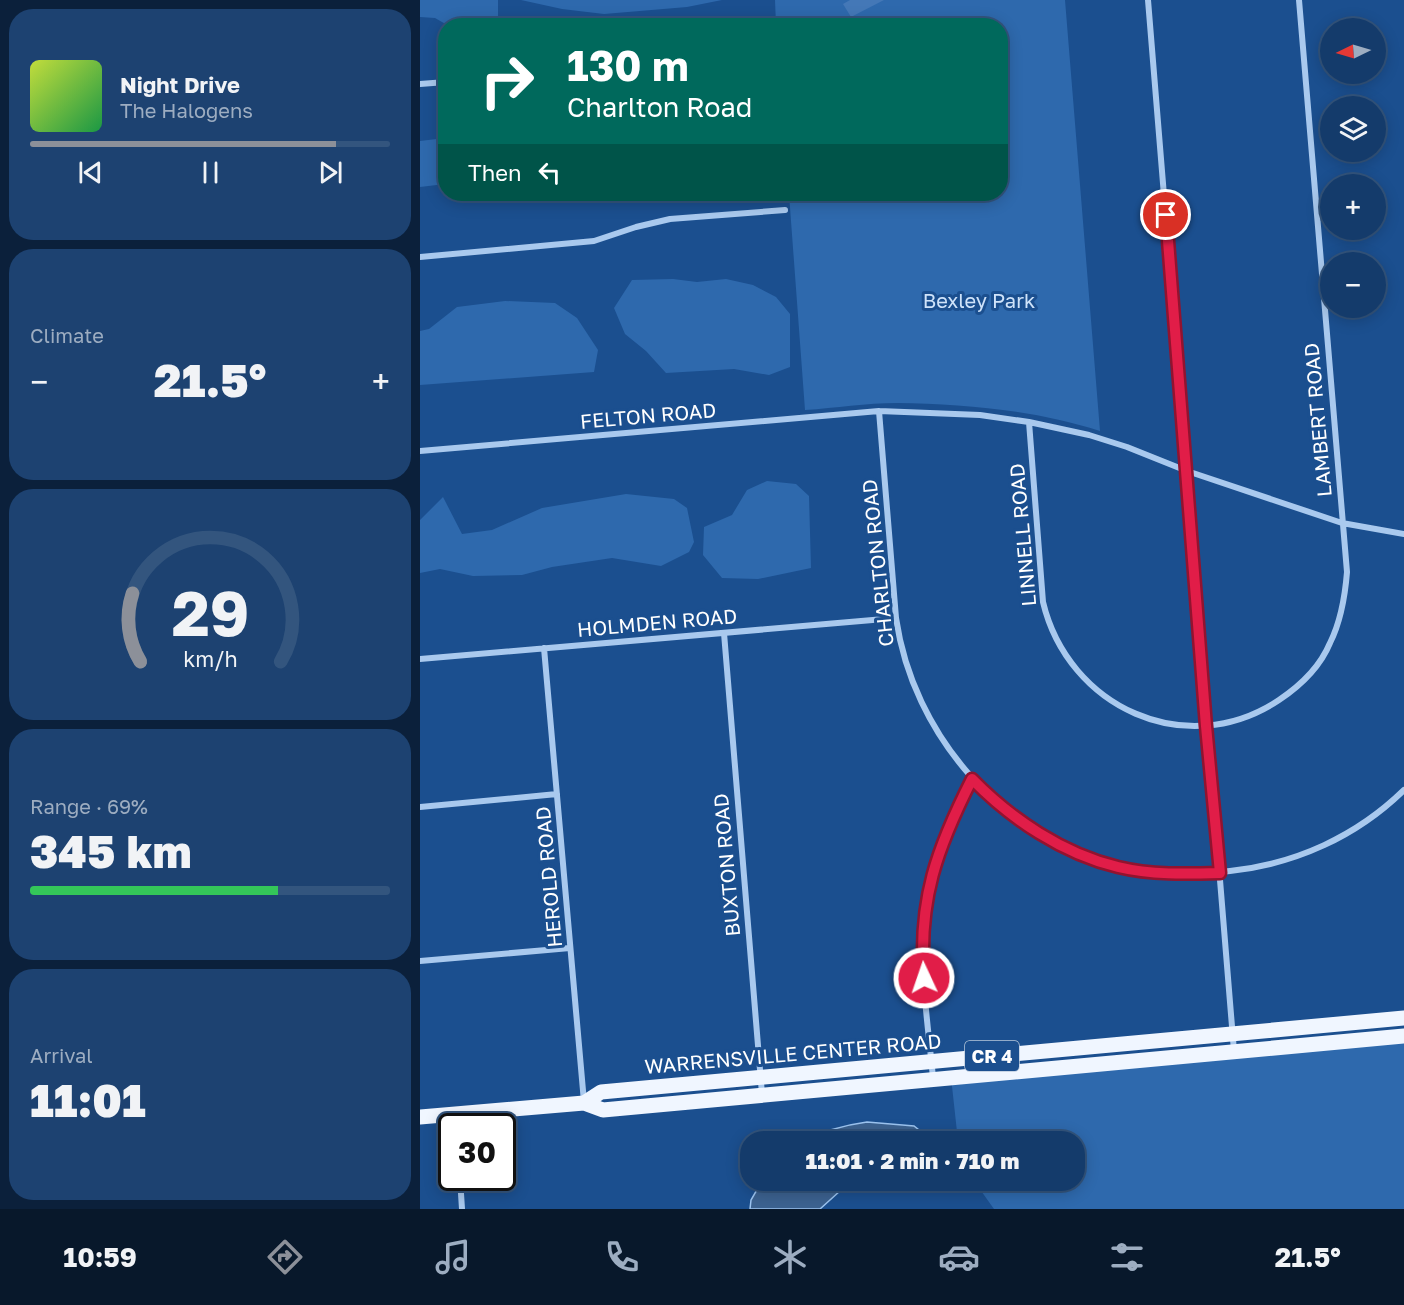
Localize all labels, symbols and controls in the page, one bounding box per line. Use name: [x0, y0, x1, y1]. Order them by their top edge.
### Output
north arrow: [1320, 18, 1386, 84]
map controls: [1320, 18, 1386, 318]
text: 130 m: [567, 40, 689, 90]
icon: right: [468, 42, 546, 120]
text: Night Drive: [120, 71, 240, 98]
text: Charlton Road: [567, 91, 752, 123]
button: layers: [1320, 96, 1386, 162]
text: The Halogens: [120, 98, 253, 122]
icon: previous: [74, 156, 107, 189]
icon: pause: [194, 156, 227, 189]
icon: next: [314, 156, 347, 189]
icon: left: [533, 156, 566, 189]
text: Then: [468, 159, 521, 186]
button: +: [1320, 174, 1386, 240]
pin: [1140, 189, 1191, 240]
icon: arrive: [1149, 198, 1182, 231]
button: −: [1320, 252, 1386, 318]
park label: Bexley Park: [923, 288, 1035, 312]
text: Climate: [30, 323, 104, 347]
street label: LAMBERT ROAD: [1298, 342, 1336, 498]
text: 21.5°: [154, 353, 266, 407]
text: −: [30, 362, 48, 401]
text: +: [372, 362, 390, 401]
street label: FELTON ROAD: [579, 397, 717, 433]
street label: LINNELL ROAD: [1004, 462, 1040, 608]
street label: CHARLTON ROAD: [856, 478, 898, 648]
text: 29: [171, 575, 249, 650]
street label: HOLMDEN ROAD: [576, 603, 738, 641]
text: km/h: [183, 646, 237, 672]
street label: BUXTON ROAD: [708, 792, 744, 938]
text: Range · 69%: [30, 794, 148, 818]
street label: HEROLD ROAD: [530, 805, 566, 949]
text: 345 km: [30, 824, 192, 878]
position arrow: [892, 946, 956, 1010]
street label: WARRENSVILLE CENTER ROAD: [644, 1028, 942, 1078]
road number: CR 4: [965, 1041, 1019, 1071]
text: Arrival: [30, 1043, 93, 1067]
text: 11:01: [30, 1073, 146, 1127]
speed limit sign: 30: [438, 1113, 516, 1191]
text: 11:01 · 2 min · 710 m: [806, 1147, 1019, 1174]
icon: directions: [264, 1236, 306, 1278]
icon: music: [432, 1236, 474, 1278]
icon: phone: [601, 1236, 643, 1278]
icon: climate: [769, 1236, 811, 1278]
icon: car: [938, 1236, 980, 1278]
icon: filters: [1106, 1236, 1148, 1278]
text: 10:59: [63, 1241, 137, 1273]
text: 21.5°: [1275, 1241, 1341, 1273]

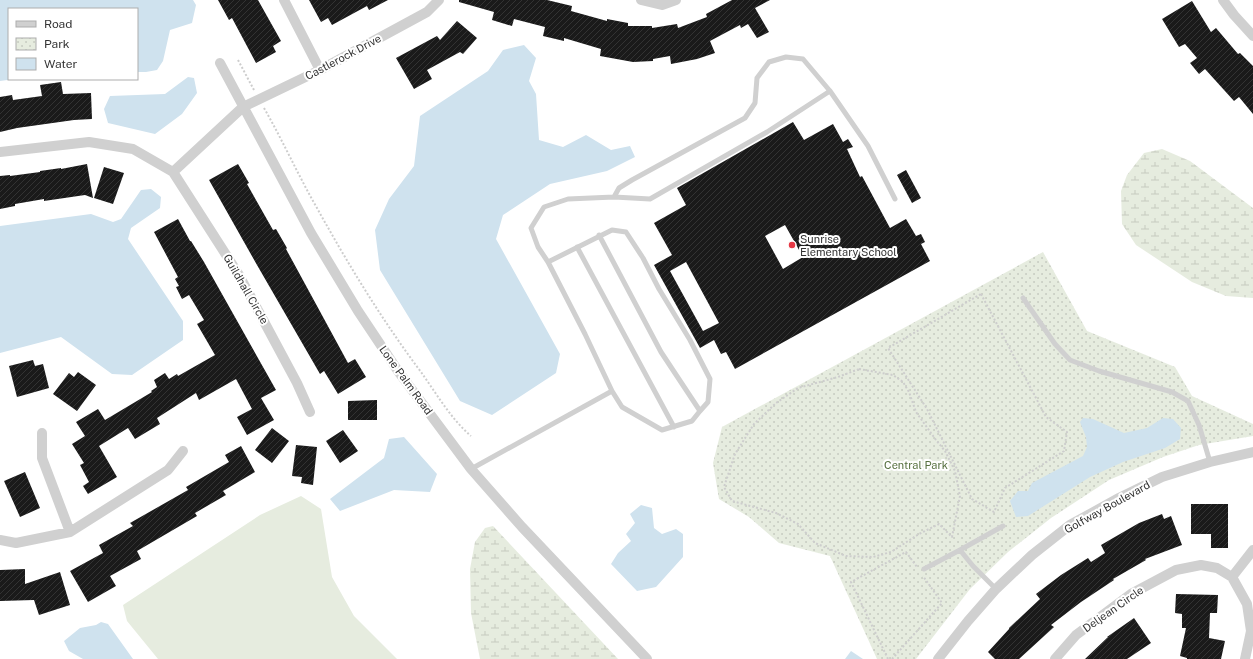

######

» What you will do:
Only the entries themselves should be output, word for word, with all pictures omitted.

» Answer to this exercise:
Localize all labels, symbols and controls in the page, one bounding box per line. Use name: [x0, y0, x1, y1]. Order them by their top edge.
### Output
north arrow: [1320, 18, 1386, 84]
map controls: [1320, 18, 1386, 318]
text: 130 m: [567, 40, 689, 90]
icon: right: [468, 42, 546, 120]
text: Night Drive: [120, 71, 240, 98]
text: Charlton Road: [567, 91, 752, 123]
button: layers: [1320, 96, 1386, 162]
text: The Halogens: [120, 98, 253, 122]
icon: previous: [74, 156, 107, 189]
icon: pause: [194, 156, 227, 189]
icon: next: [314, 156, 347, 189]
icon: left: [533, 156, 566, 189]
text: Then: [468, 159, 521, 186]
button: +: [1320, 174, 1386, 240]
pin: [1140, 189, 1191, 240]
icon: arrive: [1149, 198, 1182, 231]
button: −: [1320, 252, 1386, 318]
park label: Bexley Park: [923, 288, 1035, 312]
text: Climate: [30, 323, 104, 347]
street label: LAMBERT ROAD: [1298, 342, 1336, 498]
text: 21.5°: [154, 353, 266, 407]
text: −: [30, 362, 48, 401]
text: +: [372, 362, 390, 401]
street label: FELTON ROAD: [579, 397, 717, 433]
street label: LINNELL ROAD: [1004, 462, 1040, 608]
street label: CHARLTON ROAD: [856, 478, 898, 648]
text: 29: [171, 575, 249, 650]
street label: HOLMDEN ROAD: [576, 603, 738, 641]
text: km/h: [183, 646, 237, 672]
street label: BUXTON ROAD: [708, 792, 744, 938]
text: Range · 69%: [30, 794, 148, 818]
street label: HEROLD ROAD: [530, 805, 566, 949]
text: 345 km: [30, 824, 192, 878]
position arrow: [892, 946, 956, 1010]
street label: WARRENSVILLE CENTER ROAD: [644, 1028, 942, 1078]
road number: CR 4: [965, 1041, 1019, 1071]
text: Arrival: [30, 1043, 93, 1067]
text: 11:01: [30, 1073, 146, 1127]
speed limit sign: 30: [438, 1113, 516, 1191]
text: 11:01 · 2 min · 710 m: [806, 1147, 1019, 1174]
icon: directions: [264, 1236, 306, 1278]
icon: music: [432, 1236, 474, 1278]
icon: phone: [601, 1236, 643, 1278]
icon: climate: [769, 1236, 811, 1278]
icon: car: [938, 1236, 980, 1278]
icon: filters: [1106, 1236, 1148, 1278]
text: 10:59: [63, 1241, 137, 1273]
text: 21.5°: [1275, 1241, 1341, 1273]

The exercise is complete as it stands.